WHAT YOU SHOULD DO: Set down word for word the lines that begin the entries and run through the line containing "translate:-100% -50%; text-align:right". Give nothing further.

INFORMATION GIVEN:
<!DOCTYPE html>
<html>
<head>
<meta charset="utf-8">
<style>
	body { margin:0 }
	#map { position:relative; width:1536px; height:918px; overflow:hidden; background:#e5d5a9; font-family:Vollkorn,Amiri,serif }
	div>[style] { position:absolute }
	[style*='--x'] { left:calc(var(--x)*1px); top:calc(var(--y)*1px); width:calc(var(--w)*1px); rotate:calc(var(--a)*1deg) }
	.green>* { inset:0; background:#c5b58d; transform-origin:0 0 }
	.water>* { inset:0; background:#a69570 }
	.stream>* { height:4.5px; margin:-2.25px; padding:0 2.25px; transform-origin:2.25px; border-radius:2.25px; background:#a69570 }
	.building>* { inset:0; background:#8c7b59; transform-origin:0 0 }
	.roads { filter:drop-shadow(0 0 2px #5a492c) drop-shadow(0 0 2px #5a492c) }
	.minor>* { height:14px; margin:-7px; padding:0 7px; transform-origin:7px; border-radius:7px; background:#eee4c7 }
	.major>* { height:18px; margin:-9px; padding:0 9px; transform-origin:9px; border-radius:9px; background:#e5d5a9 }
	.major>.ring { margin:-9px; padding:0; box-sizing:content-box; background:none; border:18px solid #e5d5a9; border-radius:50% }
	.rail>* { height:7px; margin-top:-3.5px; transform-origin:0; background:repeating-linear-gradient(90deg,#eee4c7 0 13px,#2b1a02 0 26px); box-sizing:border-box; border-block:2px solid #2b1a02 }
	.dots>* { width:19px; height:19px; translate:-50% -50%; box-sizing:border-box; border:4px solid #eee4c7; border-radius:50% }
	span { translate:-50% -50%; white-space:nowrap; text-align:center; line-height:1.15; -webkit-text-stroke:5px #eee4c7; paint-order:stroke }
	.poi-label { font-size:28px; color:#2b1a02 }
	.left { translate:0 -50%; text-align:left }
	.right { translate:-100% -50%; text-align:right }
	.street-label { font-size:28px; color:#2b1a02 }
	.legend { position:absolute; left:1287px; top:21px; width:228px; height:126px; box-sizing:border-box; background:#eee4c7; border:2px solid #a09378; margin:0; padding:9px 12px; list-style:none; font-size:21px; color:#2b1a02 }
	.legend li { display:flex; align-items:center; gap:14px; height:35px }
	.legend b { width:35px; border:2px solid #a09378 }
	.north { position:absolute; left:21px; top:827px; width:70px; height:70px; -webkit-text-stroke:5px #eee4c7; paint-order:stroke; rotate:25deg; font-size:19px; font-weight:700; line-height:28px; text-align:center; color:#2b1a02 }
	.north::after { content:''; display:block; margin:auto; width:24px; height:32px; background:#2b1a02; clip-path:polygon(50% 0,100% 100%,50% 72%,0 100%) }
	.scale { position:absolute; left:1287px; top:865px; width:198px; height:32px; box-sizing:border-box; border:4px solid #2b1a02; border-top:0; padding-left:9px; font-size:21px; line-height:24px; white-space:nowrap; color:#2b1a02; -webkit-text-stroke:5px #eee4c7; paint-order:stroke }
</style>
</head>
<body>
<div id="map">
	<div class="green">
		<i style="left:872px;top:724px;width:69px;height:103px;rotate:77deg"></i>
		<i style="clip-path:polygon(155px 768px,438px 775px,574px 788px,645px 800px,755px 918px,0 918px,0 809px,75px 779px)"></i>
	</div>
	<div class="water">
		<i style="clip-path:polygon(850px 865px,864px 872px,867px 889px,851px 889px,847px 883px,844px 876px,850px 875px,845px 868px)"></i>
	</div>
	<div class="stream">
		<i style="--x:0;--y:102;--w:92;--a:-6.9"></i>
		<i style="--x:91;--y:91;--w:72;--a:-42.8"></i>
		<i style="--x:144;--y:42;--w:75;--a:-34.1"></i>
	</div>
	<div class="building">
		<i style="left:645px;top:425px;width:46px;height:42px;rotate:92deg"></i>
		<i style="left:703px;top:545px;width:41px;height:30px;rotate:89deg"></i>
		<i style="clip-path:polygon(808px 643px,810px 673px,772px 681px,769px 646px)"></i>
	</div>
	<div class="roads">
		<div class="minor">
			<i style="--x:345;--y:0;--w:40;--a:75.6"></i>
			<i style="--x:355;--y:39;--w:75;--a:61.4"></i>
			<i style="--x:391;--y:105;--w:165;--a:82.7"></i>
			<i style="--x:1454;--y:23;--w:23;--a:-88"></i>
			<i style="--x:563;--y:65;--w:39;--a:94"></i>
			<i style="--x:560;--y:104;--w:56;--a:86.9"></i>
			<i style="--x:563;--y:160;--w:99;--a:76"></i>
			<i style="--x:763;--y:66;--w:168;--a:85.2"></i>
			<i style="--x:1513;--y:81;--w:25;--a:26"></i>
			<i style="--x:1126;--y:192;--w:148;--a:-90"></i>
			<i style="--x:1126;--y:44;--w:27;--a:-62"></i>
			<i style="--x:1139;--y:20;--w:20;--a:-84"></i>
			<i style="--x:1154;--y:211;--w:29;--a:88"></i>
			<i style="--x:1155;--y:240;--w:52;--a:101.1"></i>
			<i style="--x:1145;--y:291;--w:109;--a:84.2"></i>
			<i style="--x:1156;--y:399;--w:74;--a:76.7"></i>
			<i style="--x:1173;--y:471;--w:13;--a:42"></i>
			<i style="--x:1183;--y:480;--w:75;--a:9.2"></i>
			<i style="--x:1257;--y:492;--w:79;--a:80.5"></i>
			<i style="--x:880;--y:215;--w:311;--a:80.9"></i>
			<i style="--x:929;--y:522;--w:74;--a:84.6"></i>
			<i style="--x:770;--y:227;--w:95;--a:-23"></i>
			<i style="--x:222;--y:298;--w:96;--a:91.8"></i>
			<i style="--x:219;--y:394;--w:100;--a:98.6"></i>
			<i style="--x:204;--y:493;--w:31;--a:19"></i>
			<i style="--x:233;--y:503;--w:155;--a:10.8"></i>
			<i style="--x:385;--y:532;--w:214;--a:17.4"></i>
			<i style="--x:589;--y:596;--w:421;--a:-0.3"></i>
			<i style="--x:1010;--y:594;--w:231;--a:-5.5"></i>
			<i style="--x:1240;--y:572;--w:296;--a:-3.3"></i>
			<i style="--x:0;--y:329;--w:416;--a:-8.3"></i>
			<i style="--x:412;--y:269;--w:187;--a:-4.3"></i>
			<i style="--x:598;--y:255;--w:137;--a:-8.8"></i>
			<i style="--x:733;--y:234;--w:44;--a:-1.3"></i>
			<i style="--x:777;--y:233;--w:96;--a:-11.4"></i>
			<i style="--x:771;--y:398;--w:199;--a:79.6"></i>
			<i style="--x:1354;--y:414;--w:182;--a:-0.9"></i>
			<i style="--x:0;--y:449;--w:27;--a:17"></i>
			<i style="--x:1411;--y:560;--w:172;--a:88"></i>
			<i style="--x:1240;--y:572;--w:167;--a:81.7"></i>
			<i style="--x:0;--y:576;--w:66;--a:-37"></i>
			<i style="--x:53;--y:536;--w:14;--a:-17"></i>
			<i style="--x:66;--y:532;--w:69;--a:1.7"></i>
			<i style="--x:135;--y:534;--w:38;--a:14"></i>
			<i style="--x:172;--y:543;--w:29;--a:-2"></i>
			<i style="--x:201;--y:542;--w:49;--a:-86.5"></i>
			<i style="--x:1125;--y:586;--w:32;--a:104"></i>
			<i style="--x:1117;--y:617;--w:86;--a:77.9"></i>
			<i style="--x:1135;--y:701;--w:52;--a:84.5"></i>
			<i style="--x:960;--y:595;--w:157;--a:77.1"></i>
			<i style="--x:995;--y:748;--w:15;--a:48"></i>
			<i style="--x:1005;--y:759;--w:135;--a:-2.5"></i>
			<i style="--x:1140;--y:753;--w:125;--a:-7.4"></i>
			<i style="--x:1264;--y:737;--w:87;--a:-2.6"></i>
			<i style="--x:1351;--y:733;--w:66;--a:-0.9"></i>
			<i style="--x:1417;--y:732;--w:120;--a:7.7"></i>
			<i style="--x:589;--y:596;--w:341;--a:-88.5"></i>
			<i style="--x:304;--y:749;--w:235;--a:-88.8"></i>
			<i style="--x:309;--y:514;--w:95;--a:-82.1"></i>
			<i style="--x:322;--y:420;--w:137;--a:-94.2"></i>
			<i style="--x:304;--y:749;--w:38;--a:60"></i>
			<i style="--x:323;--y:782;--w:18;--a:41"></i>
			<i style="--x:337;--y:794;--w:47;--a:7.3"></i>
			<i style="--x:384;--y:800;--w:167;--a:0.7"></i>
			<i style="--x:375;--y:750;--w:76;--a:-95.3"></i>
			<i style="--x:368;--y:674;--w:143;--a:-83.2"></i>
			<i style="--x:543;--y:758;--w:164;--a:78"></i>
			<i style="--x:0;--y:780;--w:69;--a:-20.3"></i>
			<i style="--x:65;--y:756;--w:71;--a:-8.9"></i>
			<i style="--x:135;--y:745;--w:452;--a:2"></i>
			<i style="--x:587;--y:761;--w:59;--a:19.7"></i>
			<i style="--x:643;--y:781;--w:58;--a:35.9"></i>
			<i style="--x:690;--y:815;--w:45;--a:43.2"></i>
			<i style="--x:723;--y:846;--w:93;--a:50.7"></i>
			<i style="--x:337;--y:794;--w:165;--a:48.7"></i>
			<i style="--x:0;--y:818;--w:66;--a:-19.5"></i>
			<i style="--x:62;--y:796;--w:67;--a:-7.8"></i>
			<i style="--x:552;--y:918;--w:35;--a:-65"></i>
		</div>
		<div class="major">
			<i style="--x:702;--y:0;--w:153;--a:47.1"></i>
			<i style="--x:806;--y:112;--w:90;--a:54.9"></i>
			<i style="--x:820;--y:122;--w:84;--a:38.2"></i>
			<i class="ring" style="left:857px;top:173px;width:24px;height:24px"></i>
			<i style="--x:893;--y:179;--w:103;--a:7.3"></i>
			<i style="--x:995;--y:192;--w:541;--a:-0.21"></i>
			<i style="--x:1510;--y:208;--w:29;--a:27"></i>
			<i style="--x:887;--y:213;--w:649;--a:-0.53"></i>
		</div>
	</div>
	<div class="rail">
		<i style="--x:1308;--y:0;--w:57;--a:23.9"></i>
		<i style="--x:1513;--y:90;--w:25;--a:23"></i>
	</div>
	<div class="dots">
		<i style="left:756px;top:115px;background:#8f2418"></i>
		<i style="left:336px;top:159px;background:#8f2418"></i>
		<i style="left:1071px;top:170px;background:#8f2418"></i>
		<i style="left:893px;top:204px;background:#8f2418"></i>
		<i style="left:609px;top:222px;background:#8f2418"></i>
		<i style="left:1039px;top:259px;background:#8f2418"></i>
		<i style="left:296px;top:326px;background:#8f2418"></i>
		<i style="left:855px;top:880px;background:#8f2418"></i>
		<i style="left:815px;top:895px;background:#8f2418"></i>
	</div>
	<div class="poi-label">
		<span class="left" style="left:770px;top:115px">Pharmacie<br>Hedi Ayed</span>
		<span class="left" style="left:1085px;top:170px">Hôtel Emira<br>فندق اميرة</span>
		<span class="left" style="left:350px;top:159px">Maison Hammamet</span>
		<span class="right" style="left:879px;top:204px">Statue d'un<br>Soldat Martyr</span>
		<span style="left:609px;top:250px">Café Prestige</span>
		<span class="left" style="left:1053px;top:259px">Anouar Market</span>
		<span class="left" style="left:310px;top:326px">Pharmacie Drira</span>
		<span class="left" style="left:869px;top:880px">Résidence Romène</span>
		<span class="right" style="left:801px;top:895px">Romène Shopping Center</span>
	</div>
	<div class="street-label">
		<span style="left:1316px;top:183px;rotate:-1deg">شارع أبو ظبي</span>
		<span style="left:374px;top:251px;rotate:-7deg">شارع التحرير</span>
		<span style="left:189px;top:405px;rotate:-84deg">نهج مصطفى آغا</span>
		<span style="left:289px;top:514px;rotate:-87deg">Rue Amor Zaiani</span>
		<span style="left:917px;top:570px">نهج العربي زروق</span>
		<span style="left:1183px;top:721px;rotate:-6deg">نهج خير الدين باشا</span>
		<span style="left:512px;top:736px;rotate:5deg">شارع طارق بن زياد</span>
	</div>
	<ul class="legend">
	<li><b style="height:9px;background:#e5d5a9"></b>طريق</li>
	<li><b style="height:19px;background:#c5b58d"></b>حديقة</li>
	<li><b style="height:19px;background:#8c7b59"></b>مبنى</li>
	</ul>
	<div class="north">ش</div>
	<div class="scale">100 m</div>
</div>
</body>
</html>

WRITTEN SOLUTION:
<!DOCTYPE html>
<html>
<head>
<meta charset="utf-8">
<style>
	body { margin:0 }
	#map { position:relative; width:1536px; height:918px; overflow:hidden; background:#e5d5a9; font-family:Vollkorn,Amiri,serif }
	div>[style] { position:absolute }
	[style*='--x'] { left:calc(var(--x)*1px); top:calc(var(--y)*1px); width:calc(var(--w)*1px); rotate:calc(var(--a)*1deg) }
	.green>* { inset:0; background:#c5b58d; transform-origin:0 0 }
	.water>* { inset:0; background:#a69570 }
	.stream>* { height:4.5px; margin:-2.25px; padding:0 2.25px; transform-origin:2.25px; border-radius:2.25px; background:#a69570 }
	.building>* { inset:0; background:#8c7b59; transform-origin:0 0 }
	.roads { filter:drop-shadow(0 0 2px #5a492c) drop-shadow(0 0 2px #5a492c) }
	.minor>* { height:14px; margin:-7px; padding:0 7px; transform-origin:7px; border-radius:7px; background:#eee4c7 }
	.major>* { height:18px; margin:-9px; padding:0 9px; transform-origin:9px; border-radius:9px; background:#e5d5a9 }
	.major>.ring { margin:-9px; padding:0; box-sizing:content-box; background:none; border:18px solid #e5d5a9; border-radius:50% }
	.rail>* { height:7px; margin-top:-3.5px; transform-origin:0; background:repeating-linear-gradient(90deg,#eee4c7 0 13px,#2b1a02 0 26px); box-sizing:border-box; border-block:2px solid #2b1a02 }
	.dots>* { width:19px; height:19px; translate:-50% -50%; box-sizing:border-box; border:4px solid #eee4c7; border-radius:50% }
	span { translate:-50% -50%; white-space:nowrap; text-align:center; line-height:1.15; -webkit-text-stroke:5px #eee4c7; paint-order:stroke }
	.poi-label { font-size:28px; color:#2b1a02 }
	.left { translate:0 -50%; text-align:left }
	.right { translate:-100% -50%; text-align:right }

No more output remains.